A positive fraction whose numerator is less than its denominator is called a proper fraction.
For any denominator, d, there will be d-1 proper fractions; for example, with d=12:
1/12 , 2/12 , 3/12 , 4/12 , 5/12 , 6/12 , 7/12 , 8/12 , 9/12 , 10/12 , 11/12 .

We shall call a fraction that cannot be cancelled down a resilient fraction.
Furthermore we shall define the resilience of a denominator, R(d), to be the ratio of its proper fractions that are resilient;
for example, R(12) = 4/11 .
In fact, d = 12 is the smallest denominator having a resilience R(d) < 4/10 .

Find the smallest denominator d, having a resilience R(d) < 15499/94744 .

# My Algorithm

If a fraction is not a proper fraction then gcd(numerator, denominator) > 1, that means both can be divided by the same integer.
The Euler totient function phi(x) returns how many numbers 0 < y < x are relatively prime to x.
phi(12) = 4 because 12 is relatively prime to 1, 5, 7 and 11.

And indeed, 1/12, 5/12, 7/12 and 11/12 are the only proper fraction where the denominator is 12.
Therefore the program should find a denominator d such that
dfrac{phi(d)}{d-1} < dfrac{15499}{94744}

The code of my phi() function is shared with problem 214 (and was originally written for problem 70).
I had to change it's parameter type from unsigned int to unsigned long long but everything else is identical to problem 214.

Unfortunately it's much too slow to check every single number, beginning with 12 (hint: the correct solution is a nine-digit number).
But I did exactly that "to get a feeling" - and obviously stopped after a few hundred numbers.
It turns out that phi(x)/(x-1) is low when x is the product of the first n prime numbers: x_n = 2 * 3 * 5 * 7 * ....

My current implementation multiplies all prime numbers until phi(x_n)/(x_n-1) is smaller than 15499/94744 (x_n is my variable current).
Then it reverts the last step (now phi(x_{n-1})/(x_{n-1}-1) is bigger than 15499/94744). current is updated to hold x_{n-1}.
And finally all multiples of x_{n-1} (→ current) are compared against the ratio until it's below 15499/94744.

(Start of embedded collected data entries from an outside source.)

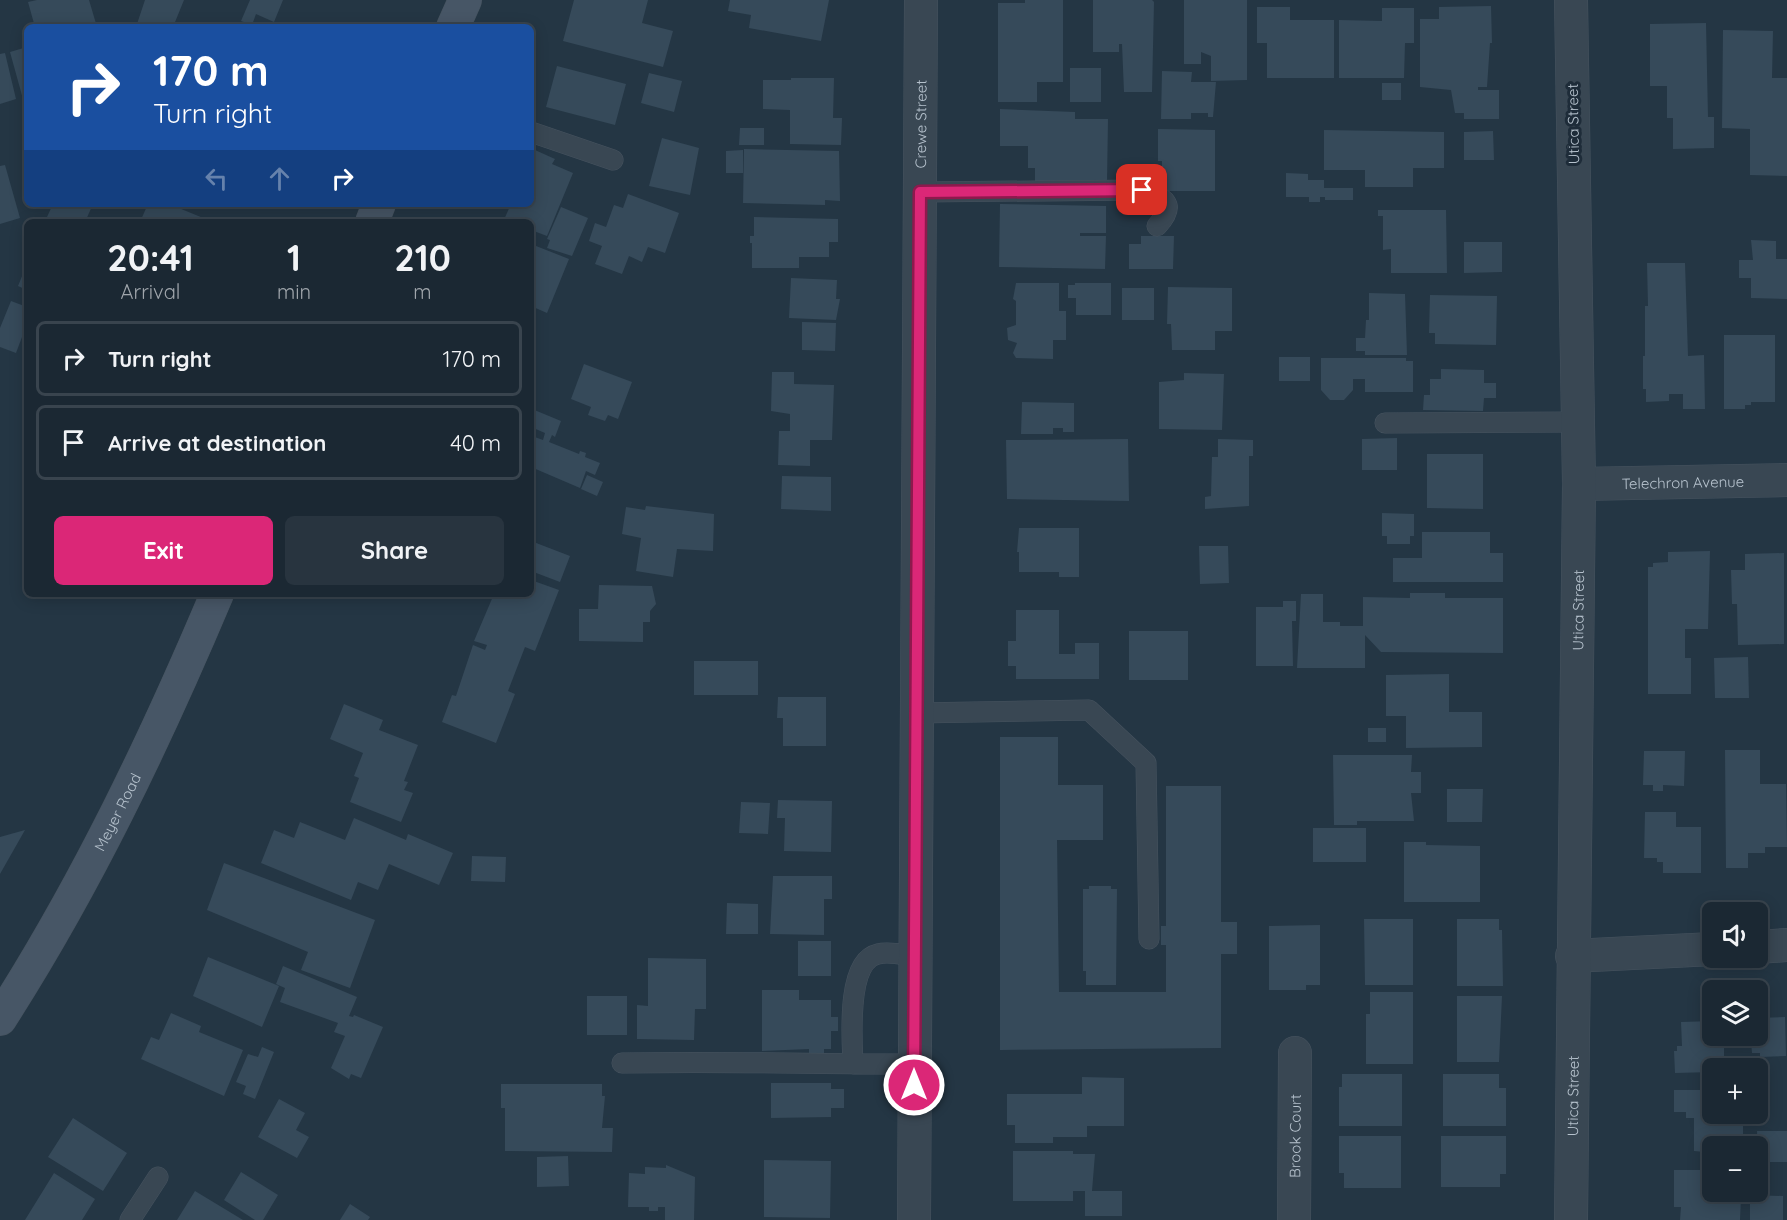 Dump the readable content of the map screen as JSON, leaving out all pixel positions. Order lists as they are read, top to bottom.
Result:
{
  "streets": {
    "main road": ["Meyer Road"],
    "street": [
      "Crewe Street",
      "Utica Street",
      "Telechron Avenue",
      "Brook Court"
    ]
  },
  "crossings": [
    ["Utica Street", "Telechron Avenue"]
  ],
  "page": {
    "turn": ["170 m", "Turn right"],
    "eta": [
      "20:41",
      "Arrival",
      "1",
      "min",
      "210",
      "m"
    ],
    "list": [
      {
        "name": "Turn right",
        "value": "170 m"
      },
      {
        "name": "Arrive at destination",
        "value": "40 m"
      }
    ],
    "buttons": ["Exit", "Share"],
    "map_buttons": ["+", "−"]
  }
} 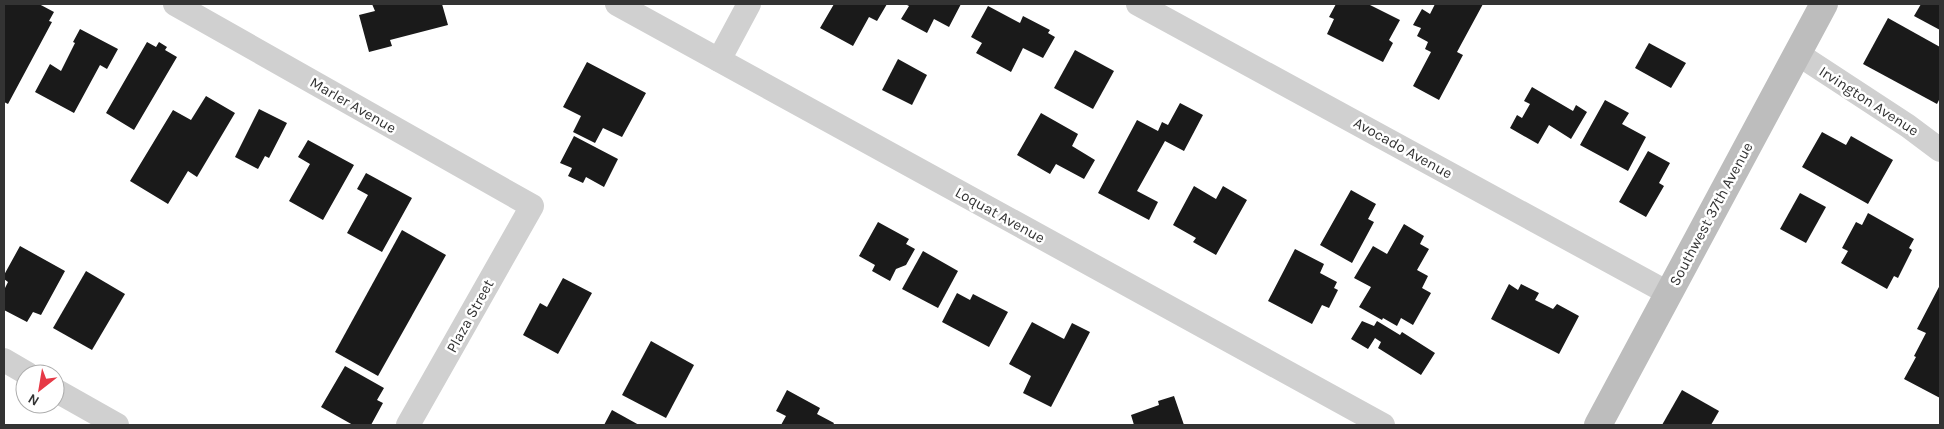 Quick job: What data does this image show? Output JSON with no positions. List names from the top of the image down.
{
  "streets": {
    "main road": ["Southwest 37th Avenue"],
    "street": [
      "Irvington Avenue",
      "Marler Avenue",
      "Avocado Avenue",
      "Loquat Avenue",
      "Plaza Street"
    ]
  },
  "crossings": [
    ["Irvington Avenue", "Southwest 37th Avenue"],
    ["Marler Avenue", "Plaza Street"],
    ["Avocado Avenue", "Southwest 37th Avenue"]
  ],
  "north": "bottom left"
}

I consider the last step to be a "lucky guess". Yes, it produces the correct result but my mathematical knowledge isn't sufficient to know why.

# Interactive test

This feature is not available for the current problem.

# My code

… was written in C++11 and can be compiled with G++, Clang++, Visual C++. You can download it, too. Or just jump to my GitHub repository.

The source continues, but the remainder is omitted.